Do not believe everything you read in the Intel Datasheet. Similar Core 2 Duo desktop CPUs were overclocked with higher voltage for years without any problems. If you want to run as fast as possible, you are going to need more than 1.25V to do that. If you cannot afford to buy a new processor then do not overclock it.


----------



## matoeltoto (Nov 20, 2022)

Dear Unclewebb,
Thanks for your feedback. See in attached document the “options menu”, using TTLS 9.5.
About increasing CoreVID: I was thinking to limit the OverVoltage to +10% (so +120mV so CoreVID MAX=1,32V) because I was thinking that I may burn/damage the device/component which delivers this DC voltage. I was thinking that this device was an “external device” from the CPU itself - depending of the quality of contrustion of my motherboard. In fact, I was thinking it was a kind of “external DC supply” from “CPU” point of view.
My "legacy" laptop is a Asus X5DIP: it is a robust equipment, able to work in dusty/wet conditions.
After considering your last post, I understand that this "CoreVID supply" may be already integrated inside the “CPU chip” itself. For this main reason, considering that on the net, there are few examples of OC on X9000, with a CoreVID around 1.4/1.5V DC, I will be able to increase much more the CoreVID without problem because it is depending of the quality of the X9000 chip itself.
Do you have an info about that point: where is "physically" the device which provide CoreVID for a X9000?
Thanks.


----------



## unclewebb (Nov 20, 2022)

Here is an example of an X9000 running at a hair under 4000 MHz.








matoeltoto said:


> I was thinking to limit the Over Voltage to +10%


There is no reason to limit the voltage like this but it is up to you.
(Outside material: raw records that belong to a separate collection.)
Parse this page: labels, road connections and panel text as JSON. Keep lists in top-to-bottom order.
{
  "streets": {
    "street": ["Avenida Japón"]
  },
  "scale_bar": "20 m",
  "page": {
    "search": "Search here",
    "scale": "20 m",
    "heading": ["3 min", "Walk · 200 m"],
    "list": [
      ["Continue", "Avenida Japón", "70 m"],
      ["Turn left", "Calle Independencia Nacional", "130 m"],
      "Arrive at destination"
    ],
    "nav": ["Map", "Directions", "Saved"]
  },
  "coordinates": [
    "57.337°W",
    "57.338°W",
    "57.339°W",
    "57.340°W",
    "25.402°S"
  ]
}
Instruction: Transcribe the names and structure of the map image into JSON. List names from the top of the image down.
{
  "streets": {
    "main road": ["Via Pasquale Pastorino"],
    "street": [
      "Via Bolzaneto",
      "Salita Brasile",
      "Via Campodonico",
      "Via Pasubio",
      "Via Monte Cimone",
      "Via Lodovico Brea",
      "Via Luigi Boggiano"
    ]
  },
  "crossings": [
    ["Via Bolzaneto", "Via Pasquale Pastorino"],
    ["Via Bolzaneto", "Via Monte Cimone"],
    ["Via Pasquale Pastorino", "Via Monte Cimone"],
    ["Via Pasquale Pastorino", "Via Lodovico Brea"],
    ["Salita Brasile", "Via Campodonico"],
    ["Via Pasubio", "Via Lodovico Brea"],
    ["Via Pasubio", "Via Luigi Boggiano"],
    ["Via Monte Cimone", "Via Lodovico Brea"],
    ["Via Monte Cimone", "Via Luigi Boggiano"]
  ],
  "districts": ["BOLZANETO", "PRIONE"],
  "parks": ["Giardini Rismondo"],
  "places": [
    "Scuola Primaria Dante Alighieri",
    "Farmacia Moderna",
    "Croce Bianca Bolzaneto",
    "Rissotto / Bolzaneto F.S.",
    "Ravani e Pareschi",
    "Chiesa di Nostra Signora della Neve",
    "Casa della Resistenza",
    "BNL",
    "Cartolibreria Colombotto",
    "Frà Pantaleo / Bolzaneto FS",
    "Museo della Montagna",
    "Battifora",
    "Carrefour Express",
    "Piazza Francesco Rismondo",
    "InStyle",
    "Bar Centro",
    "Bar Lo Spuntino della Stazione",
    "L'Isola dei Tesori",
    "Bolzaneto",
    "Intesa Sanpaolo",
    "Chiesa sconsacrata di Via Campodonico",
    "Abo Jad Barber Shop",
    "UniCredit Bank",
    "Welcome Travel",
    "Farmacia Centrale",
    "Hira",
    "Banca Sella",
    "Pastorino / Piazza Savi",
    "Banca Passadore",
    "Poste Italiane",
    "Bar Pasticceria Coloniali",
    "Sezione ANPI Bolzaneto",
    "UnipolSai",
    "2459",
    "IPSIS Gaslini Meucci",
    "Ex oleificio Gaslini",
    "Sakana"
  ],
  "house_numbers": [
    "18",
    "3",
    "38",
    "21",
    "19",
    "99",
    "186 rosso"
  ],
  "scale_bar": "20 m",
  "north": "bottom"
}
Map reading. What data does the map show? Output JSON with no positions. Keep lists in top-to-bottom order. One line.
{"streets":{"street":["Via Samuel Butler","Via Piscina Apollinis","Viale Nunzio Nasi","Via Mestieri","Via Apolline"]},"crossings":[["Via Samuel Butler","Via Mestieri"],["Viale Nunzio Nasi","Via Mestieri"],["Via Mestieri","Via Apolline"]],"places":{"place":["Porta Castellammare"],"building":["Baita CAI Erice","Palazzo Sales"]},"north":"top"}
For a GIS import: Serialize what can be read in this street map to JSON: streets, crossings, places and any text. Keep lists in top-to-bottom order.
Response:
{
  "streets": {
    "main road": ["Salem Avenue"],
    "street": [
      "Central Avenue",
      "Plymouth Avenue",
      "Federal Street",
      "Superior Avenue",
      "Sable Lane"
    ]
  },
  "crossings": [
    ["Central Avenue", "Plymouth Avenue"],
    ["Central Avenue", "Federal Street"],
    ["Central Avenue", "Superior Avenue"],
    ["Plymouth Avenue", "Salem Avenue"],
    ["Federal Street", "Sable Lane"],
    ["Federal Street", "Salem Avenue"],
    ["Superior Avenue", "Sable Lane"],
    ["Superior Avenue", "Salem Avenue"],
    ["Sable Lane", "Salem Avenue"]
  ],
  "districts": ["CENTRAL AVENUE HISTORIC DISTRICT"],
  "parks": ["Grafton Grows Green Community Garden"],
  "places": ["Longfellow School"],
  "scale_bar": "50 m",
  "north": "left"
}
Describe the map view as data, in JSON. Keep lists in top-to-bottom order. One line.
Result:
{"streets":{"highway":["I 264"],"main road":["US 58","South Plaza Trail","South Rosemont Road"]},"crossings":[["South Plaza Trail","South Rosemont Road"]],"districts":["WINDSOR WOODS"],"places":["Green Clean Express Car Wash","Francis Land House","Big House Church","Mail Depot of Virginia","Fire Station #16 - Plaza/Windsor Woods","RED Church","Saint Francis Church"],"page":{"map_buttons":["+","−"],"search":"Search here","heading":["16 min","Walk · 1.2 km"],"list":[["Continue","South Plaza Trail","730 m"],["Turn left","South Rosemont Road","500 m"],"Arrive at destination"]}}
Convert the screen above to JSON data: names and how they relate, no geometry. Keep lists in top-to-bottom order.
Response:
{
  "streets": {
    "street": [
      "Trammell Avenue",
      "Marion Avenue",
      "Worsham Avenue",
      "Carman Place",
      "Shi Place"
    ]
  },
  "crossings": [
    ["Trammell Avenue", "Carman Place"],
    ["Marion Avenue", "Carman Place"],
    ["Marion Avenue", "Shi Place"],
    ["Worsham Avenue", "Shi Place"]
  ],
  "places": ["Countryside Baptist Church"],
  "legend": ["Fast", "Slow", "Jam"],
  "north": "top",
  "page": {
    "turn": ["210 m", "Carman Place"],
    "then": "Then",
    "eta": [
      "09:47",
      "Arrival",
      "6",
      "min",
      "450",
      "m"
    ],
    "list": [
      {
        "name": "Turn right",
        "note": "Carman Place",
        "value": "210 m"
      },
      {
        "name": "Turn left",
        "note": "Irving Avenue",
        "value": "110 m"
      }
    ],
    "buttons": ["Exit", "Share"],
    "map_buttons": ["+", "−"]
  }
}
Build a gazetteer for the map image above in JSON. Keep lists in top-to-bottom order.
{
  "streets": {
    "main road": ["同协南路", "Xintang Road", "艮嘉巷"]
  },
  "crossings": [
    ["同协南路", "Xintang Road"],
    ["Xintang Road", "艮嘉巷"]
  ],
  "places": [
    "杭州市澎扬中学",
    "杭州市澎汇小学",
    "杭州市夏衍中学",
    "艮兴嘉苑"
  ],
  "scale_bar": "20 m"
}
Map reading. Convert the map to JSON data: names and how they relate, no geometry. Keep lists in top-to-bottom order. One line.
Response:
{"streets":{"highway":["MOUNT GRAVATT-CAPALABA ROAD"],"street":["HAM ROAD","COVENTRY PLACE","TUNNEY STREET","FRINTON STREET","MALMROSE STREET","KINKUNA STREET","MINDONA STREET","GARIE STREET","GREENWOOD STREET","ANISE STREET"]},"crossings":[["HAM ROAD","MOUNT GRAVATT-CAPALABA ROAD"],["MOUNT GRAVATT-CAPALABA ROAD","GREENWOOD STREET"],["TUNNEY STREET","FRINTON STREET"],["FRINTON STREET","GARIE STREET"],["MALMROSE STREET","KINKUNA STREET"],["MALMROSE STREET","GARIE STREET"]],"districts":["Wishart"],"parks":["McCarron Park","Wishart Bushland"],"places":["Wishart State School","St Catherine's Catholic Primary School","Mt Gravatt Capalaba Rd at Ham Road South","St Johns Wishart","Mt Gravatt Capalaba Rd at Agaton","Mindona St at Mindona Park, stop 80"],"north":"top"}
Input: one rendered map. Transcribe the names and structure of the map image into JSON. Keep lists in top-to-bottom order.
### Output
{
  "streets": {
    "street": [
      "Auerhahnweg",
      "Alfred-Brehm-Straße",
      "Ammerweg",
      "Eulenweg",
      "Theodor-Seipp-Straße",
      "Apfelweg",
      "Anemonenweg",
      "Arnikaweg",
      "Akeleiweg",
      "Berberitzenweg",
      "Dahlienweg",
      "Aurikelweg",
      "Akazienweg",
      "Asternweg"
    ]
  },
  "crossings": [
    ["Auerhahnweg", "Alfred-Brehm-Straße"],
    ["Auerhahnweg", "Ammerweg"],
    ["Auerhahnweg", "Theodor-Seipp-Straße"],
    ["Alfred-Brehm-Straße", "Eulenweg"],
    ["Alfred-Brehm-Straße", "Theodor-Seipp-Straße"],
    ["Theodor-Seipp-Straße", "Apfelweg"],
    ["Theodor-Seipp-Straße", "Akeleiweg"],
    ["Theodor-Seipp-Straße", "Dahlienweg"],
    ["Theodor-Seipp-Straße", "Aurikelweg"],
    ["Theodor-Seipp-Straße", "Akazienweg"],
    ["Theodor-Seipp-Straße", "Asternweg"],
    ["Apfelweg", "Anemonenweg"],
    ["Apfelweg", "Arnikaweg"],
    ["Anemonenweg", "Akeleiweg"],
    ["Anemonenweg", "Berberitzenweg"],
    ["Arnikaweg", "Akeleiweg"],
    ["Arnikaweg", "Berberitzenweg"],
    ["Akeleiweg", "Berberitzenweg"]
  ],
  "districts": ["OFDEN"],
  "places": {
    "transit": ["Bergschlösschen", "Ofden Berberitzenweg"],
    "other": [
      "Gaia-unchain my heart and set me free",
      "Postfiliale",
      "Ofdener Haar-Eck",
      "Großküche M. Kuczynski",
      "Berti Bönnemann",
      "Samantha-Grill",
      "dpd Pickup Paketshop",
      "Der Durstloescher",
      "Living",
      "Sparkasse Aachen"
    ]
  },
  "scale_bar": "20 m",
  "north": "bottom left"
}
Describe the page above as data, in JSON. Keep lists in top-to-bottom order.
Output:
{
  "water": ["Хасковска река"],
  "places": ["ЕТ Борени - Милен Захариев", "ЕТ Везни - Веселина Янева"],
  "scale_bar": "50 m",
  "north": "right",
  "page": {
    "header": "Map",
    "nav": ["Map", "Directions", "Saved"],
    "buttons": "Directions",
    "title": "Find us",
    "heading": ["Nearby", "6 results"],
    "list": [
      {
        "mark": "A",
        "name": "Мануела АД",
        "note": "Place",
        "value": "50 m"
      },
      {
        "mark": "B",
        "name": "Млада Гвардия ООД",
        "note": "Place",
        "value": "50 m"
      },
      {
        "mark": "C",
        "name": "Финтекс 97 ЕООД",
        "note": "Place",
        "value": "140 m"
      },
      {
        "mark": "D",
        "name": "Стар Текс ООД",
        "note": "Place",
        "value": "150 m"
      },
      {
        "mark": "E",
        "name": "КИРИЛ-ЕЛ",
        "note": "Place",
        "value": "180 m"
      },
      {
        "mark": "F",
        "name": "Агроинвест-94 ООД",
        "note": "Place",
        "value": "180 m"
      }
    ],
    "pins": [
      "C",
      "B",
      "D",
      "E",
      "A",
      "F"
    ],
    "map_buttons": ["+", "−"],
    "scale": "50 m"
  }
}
When the VID request voltage is set to 1.40, if you measured the actual voltage going to the CPU, it is probably closer to 1.35V which is perfectly safe long term. The voltage always droops so you never get the full VID voltage. Why would Intel allow the VID voltage to be adjusted to 1.50 if this setting was going to burn their CPUs? That does not make any sense. 



matoeltoto said:


> I was thinking that I may burn/damage the device


You might but probably not. Most laptops are built with the understanding that some CPUs might need a very high VID setting. The power delivery circuits are designed to accommodate this. 

Many people live in fear of overclocking or using extra voltage. I have overclocked and over volted every CPU I have ever owned. I overclocked my 450 MHz Pentium III by +33%. Not once have I ever damaged a CPU by overclocking it. I always use however much voltage the CPU needs to be stable. The laptop I am using today has been overclocked for 9 years with zero issues. I kind of hope it dies so I can justify getting something new. Intel deserves a lot of credit. Their CPUs are far more reliable and robust than you can imagine.


----------



## matoeltoto (Nov 21, 2022)

Dear Unclewebb
Thanks for all your feedbacks, sharing your “site experience”. It is “my first OC” & now, I feel much more confident.
Next days, I will complete several tests/benches/stress tests (with several settings/working points) - using ThrottleStop 9.5. to define the limits & optimum working point of my hardware.
ThrottleStop is a very valuable program/tool, allowing OC on “Unlocked CPU” & “more efficiency about energy point of view”. It is a very interesting/useful software & with your help, I just begin to understand that it is an essential tool for “common people like me” who try to be aware about electronics devices: no need to waste equipments, just need to care & understand what it is inside, sharing “site experience” of course…
In my next post, I will leave the results of these”stress tests”: I hope it may be useful for people involved in this forum.
Thanks again.


----------



## matoeltoto (Nov 28, 2022)

Dear All,
Regarding OC on Intel X9000, using ThrottleStop 9.5. inside a “legacy Asus Laptop-X5DIP”, in order to emulate “Retro-Games”. The Laptop Asus-X5DIP has initially a T4400 CPU. It was replaced by a X9000.
Refer to attached photos applying an “Extrem OC”: CPU_Freq_max=4000MHz with CoreVID=1,4375V
However, it appears 2 kinds of bottlenecks.
- Bottleneck N*1: temperature. If CPU_Freq > 3,7GHz, then CPU_temperature > 95degree Celius
- Bottleneck N*2: GPU. The laptop has a soldered “low specs GPU-GeForce G205M”, welded directly on the motherboard. If CPU_freq > 3,4GHz, it seems that there is no additional advantage about “graphic results”.

*Presentation: *
Bottleneck N*1: test OC stability, we set an new ExtremOC with CPU_freq_max=3,7GHz & CoreVID=1,3625V – no plan to complete any modification on cooler, not possible to modify “Fan_Curve”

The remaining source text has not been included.